──────── EXTRACTED INFORMATION
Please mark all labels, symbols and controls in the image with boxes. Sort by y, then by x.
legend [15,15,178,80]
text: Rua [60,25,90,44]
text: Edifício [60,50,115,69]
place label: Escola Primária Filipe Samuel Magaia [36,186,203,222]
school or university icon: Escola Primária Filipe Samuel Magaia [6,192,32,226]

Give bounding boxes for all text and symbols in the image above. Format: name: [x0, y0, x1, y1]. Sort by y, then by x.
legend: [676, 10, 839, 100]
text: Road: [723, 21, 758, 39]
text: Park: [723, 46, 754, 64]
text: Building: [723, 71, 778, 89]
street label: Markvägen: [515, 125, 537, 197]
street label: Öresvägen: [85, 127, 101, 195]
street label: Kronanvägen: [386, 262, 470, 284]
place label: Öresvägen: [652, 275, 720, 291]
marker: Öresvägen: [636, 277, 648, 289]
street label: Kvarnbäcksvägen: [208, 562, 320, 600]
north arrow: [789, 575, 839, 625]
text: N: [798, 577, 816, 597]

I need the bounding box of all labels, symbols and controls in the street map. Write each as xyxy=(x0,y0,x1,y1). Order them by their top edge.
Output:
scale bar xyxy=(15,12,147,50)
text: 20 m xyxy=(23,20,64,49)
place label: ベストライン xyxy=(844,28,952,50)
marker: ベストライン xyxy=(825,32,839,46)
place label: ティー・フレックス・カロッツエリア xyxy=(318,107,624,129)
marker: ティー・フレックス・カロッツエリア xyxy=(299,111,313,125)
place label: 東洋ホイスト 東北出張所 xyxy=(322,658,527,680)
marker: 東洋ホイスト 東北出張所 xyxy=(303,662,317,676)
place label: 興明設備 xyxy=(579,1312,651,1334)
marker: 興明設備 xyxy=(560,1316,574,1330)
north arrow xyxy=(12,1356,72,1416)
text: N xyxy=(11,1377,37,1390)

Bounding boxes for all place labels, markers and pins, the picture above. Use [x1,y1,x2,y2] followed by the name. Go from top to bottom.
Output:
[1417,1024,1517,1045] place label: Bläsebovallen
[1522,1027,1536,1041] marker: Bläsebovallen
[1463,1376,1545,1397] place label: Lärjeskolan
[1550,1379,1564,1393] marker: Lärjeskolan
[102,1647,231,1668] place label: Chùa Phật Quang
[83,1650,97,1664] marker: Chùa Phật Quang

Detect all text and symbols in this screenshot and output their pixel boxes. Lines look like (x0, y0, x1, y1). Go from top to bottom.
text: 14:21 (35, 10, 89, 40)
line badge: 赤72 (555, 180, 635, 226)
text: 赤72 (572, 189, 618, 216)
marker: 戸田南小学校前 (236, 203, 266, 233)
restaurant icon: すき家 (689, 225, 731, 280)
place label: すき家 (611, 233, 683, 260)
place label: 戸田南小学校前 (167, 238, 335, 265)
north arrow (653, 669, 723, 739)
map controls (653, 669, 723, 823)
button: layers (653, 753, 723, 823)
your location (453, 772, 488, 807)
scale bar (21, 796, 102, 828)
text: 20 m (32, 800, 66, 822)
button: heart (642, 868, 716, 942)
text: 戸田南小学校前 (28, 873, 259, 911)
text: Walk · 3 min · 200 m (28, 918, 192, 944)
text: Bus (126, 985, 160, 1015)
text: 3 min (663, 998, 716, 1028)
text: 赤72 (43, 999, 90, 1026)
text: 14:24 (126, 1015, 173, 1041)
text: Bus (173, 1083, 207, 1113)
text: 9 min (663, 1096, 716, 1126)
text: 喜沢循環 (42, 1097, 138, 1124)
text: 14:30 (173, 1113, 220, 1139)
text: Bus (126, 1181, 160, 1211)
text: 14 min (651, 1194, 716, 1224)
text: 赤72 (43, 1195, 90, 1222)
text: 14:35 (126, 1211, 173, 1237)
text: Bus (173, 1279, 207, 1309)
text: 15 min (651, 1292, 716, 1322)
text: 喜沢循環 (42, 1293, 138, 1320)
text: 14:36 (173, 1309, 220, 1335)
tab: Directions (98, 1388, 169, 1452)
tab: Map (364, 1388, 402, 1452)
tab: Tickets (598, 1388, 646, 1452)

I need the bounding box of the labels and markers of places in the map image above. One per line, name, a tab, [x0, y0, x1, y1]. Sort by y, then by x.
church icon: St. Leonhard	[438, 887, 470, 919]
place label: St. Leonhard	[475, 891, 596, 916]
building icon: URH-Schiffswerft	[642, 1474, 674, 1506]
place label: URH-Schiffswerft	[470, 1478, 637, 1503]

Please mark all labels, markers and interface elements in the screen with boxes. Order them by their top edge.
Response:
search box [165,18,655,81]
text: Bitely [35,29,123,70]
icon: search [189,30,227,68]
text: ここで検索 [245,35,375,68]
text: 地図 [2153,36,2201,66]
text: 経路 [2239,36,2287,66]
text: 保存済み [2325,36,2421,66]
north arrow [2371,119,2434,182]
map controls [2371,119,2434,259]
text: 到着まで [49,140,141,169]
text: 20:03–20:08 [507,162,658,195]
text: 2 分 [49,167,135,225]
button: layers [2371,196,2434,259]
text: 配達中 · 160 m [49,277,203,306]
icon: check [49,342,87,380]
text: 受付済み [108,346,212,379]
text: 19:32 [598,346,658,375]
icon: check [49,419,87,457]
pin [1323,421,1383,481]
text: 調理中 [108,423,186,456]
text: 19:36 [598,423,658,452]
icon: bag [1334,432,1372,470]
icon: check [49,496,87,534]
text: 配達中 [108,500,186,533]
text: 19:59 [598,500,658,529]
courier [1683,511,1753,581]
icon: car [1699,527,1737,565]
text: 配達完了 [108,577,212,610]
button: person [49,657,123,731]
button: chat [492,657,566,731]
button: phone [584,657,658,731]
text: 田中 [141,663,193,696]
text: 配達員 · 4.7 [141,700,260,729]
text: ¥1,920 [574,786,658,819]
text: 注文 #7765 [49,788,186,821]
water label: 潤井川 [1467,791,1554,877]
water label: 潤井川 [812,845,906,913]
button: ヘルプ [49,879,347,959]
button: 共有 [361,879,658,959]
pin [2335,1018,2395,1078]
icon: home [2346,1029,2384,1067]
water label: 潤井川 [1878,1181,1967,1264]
────────────────
→ WHAT IS NEEDED:
From the material above, copy every line where the word "edge" is found.

→ EXERCISE RESULT:
I need the bounding box of all labels, symbols and controls in the street map. Write each as xyxy=(x0,y0,x1,y1). Order them by their top edge.
Please mark all labels, markers and interface elements in the screen with boxes. Order them by their top edge.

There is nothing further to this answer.